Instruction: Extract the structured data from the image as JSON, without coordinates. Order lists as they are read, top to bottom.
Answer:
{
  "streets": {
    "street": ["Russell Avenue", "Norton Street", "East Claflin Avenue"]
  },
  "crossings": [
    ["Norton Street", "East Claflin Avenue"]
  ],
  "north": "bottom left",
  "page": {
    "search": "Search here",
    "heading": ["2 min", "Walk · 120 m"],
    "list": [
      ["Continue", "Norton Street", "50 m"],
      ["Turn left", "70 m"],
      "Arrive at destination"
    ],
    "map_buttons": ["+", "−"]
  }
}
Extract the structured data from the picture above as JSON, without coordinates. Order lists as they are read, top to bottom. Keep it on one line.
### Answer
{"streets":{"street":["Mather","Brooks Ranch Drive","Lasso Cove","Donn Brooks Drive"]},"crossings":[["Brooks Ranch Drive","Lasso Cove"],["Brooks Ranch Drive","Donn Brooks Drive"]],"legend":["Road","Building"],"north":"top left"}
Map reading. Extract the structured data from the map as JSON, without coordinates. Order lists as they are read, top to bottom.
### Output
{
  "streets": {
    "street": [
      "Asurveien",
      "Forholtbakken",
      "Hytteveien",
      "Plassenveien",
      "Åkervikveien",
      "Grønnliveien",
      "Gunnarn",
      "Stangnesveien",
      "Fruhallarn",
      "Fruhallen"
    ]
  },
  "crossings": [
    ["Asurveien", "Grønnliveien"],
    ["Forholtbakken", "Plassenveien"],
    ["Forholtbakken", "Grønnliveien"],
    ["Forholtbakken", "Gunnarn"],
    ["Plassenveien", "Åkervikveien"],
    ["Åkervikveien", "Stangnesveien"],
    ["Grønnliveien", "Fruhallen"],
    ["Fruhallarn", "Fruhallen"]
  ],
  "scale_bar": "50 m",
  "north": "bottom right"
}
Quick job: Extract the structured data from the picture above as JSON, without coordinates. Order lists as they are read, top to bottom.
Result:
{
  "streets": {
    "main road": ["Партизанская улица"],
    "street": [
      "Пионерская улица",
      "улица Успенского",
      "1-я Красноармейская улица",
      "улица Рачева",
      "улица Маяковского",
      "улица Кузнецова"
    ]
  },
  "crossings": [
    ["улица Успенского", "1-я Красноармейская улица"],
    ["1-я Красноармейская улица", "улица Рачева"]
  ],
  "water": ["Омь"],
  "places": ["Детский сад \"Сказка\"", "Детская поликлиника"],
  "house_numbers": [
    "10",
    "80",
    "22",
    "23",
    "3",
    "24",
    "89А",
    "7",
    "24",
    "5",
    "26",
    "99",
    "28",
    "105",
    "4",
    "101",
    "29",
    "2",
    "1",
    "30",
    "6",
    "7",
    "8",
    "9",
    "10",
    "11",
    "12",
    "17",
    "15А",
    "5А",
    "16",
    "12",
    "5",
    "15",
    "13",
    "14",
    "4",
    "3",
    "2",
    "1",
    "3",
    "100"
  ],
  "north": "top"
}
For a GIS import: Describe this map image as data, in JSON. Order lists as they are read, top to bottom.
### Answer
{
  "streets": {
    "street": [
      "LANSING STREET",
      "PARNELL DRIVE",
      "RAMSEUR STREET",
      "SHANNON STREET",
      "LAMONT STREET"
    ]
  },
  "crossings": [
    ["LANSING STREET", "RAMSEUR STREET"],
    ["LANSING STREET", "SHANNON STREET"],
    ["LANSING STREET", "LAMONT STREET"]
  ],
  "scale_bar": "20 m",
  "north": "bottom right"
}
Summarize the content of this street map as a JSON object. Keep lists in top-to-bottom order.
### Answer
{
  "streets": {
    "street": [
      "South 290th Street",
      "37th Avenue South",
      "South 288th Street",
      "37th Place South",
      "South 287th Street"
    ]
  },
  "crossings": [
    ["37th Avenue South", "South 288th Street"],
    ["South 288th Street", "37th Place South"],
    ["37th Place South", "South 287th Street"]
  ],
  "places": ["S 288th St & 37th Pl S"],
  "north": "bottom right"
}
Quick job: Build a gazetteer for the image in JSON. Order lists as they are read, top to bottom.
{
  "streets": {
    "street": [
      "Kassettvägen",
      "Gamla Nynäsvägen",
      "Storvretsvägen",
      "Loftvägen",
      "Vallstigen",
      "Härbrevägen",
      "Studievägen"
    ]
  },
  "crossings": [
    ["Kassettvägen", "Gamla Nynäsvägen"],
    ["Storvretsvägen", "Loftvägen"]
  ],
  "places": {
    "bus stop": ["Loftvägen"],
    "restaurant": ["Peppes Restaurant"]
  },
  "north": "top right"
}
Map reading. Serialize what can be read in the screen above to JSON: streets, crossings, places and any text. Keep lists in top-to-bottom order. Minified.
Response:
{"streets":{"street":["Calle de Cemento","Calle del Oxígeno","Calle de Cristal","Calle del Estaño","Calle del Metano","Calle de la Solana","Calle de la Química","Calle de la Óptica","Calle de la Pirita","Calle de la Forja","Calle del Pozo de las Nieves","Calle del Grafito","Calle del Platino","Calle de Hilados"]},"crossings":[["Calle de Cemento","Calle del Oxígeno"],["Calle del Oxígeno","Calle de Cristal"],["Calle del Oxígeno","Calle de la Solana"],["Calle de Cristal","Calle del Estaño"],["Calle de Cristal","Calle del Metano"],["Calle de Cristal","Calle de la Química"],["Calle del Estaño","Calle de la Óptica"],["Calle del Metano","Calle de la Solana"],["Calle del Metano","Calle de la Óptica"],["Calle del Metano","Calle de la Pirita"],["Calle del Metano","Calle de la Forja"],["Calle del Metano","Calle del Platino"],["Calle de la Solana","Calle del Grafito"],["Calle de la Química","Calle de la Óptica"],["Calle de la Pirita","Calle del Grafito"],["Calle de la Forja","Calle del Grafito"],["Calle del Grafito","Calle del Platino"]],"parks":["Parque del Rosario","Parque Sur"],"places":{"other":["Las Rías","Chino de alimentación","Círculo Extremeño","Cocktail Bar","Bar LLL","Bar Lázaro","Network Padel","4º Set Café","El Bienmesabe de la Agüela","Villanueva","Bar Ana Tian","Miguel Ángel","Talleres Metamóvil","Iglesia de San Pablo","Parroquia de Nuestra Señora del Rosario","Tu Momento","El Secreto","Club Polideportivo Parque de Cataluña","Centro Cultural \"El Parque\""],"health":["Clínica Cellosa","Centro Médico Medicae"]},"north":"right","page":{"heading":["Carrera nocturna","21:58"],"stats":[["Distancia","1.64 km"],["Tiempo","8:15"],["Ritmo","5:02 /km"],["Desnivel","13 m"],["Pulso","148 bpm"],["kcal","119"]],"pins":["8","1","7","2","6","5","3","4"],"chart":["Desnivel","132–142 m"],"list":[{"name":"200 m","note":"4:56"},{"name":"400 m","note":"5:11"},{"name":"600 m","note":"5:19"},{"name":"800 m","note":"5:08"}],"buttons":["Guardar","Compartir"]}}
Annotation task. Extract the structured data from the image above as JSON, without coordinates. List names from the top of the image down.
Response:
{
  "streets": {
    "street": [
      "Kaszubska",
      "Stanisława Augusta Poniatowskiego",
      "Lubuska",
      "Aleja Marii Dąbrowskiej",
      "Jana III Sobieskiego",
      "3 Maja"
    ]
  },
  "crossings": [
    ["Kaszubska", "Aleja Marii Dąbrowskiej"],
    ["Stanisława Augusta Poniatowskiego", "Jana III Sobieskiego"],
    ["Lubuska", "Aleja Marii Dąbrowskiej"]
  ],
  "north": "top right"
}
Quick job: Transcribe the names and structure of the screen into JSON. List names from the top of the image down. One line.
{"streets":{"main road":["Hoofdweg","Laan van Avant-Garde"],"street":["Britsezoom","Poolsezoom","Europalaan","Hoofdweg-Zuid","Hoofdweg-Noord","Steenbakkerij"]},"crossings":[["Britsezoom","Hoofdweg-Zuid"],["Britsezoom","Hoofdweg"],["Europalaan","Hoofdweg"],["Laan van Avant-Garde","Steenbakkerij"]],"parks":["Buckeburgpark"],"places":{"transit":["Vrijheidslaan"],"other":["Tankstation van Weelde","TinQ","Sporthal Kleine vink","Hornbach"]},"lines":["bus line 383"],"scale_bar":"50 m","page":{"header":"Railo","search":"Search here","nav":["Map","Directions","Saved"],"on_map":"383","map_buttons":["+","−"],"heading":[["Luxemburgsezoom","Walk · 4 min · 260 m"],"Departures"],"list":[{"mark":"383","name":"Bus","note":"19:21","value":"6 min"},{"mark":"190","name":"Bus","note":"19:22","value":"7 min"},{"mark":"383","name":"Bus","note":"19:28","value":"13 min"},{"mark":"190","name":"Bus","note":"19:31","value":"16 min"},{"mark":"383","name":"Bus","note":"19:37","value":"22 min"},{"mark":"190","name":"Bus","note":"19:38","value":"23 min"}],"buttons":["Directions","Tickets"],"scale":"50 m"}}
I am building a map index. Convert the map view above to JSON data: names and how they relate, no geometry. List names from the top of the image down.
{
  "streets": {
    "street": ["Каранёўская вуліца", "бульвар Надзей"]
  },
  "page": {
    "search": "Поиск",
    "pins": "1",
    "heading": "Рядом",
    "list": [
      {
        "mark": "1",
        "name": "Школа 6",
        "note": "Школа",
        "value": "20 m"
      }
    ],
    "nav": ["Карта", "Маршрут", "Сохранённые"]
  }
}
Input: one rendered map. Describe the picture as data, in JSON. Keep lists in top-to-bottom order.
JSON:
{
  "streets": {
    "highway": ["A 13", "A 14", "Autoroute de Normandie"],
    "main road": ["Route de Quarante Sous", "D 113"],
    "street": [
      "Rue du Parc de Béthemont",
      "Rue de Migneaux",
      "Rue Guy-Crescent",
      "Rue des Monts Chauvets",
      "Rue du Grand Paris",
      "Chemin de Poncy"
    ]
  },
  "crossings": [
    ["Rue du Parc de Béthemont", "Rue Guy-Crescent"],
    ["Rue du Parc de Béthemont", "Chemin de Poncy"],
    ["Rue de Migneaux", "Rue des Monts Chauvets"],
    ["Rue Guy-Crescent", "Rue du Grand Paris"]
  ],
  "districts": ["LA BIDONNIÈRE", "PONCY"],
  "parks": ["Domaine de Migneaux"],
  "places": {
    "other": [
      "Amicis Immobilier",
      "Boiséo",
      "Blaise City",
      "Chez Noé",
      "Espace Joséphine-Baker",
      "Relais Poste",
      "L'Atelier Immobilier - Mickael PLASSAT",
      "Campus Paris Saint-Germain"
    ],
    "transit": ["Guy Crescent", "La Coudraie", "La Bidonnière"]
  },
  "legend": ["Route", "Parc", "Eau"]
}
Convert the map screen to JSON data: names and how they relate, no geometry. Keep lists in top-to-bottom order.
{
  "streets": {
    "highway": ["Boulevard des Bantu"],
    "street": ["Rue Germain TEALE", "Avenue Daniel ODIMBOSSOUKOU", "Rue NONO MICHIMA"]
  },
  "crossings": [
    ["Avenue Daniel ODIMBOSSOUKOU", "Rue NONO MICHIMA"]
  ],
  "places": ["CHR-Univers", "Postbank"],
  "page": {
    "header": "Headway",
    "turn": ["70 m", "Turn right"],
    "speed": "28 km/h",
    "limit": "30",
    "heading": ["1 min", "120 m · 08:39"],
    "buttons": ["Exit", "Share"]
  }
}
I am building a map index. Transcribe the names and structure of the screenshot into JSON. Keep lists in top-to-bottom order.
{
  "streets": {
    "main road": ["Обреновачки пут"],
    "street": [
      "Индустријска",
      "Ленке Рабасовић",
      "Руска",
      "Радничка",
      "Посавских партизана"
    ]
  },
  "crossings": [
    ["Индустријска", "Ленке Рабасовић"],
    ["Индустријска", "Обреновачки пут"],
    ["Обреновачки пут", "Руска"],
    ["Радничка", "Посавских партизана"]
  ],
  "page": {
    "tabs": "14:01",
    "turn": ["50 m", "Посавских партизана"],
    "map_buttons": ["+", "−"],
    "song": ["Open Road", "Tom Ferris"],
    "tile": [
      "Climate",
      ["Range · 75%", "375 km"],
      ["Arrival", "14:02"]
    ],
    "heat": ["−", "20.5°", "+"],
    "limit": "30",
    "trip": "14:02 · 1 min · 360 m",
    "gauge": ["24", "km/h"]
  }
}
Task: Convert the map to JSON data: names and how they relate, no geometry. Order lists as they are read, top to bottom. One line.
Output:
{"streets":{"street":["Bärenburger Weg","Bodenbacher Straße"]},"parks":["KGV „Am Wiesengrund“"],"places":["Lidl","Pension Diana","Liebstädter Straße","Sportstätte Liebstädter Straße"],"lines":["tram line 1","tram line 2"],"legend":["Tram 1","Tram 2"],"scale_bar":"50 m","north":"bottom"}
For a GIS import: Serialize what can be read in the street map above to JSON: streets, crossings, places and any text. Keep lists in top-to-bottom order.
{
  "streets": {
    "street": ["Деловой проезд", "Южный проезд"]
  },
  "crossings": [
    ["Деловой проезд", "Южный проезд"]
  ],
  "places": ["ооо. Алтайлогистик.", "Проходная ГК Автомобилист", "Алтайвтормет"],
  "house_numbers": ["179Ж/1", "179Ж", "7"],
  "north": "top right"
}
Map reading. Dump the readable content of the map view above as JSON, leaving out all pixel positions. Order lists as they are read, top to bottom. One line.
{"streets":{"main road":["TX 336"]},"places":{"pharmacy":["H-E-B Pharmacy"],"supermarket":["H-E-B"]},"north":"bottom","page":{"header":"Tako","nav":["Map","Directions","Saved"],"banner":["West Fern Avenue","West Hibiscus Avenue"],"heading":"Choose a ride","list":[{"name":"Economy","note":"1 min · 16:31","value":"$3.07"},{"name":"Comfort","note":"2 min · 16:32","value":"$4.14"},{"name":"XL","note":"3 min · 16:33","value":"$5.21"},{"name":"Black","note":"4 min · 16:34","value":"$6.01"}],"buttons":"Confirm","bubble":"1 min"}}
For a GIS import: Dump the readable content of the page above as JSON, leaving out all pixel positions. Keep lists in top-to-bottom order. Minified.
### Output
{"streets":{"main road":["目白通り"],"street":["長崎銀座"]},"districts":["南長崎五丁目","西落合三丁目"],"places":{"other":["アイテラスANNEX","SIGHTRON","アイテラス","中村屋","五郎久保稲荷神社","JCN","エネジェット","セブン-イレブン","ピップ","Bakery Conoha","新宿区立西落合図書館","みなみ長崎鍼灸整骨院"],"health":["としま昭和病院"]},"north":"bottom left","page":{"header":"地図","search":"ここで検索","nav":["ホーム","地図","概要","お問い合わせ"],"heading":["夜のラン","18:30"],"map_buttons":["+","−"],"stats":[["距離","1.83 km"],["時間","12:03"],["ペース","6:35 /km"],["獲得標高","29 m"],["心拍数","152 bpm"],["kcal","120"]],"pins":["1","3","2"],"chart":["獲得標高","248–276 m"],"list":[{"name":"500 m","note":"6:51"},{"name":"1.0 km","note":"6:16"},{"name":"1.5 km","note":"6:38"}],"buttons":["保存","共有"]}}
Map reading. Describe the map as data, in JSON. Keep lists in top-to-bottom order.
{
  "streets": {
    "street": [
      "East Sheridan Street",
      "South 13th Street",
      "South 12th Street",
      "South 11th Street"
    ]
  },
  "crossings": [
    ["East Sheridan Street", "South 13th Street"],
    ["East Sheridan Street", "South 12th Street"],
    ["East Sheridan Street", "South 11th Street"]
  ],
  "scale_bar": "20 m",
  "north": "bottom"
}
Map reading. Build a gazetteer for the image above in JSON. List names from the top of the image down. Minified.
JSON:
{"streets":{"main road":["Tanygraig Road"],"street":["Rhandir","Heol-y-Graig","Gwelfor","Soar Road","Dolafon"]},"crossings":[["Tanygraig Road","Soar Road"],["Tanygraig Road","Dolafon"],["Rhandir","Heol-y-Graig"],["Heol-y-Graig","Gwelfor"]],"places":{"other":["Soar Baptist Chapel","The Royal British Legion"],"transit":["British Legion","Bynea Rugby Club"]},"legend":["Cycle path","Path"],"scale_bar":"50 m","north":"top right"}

- - -

To do =>
Look through the data above. Find each line with the string "this" and copy it.

Final answer =>
For a GIS import: Describe this map image as data, in JSON. Order lists as they are read, top to bottom.
Summarize the content of this street map as a JSON object. Keep lists in top-to-bottom order.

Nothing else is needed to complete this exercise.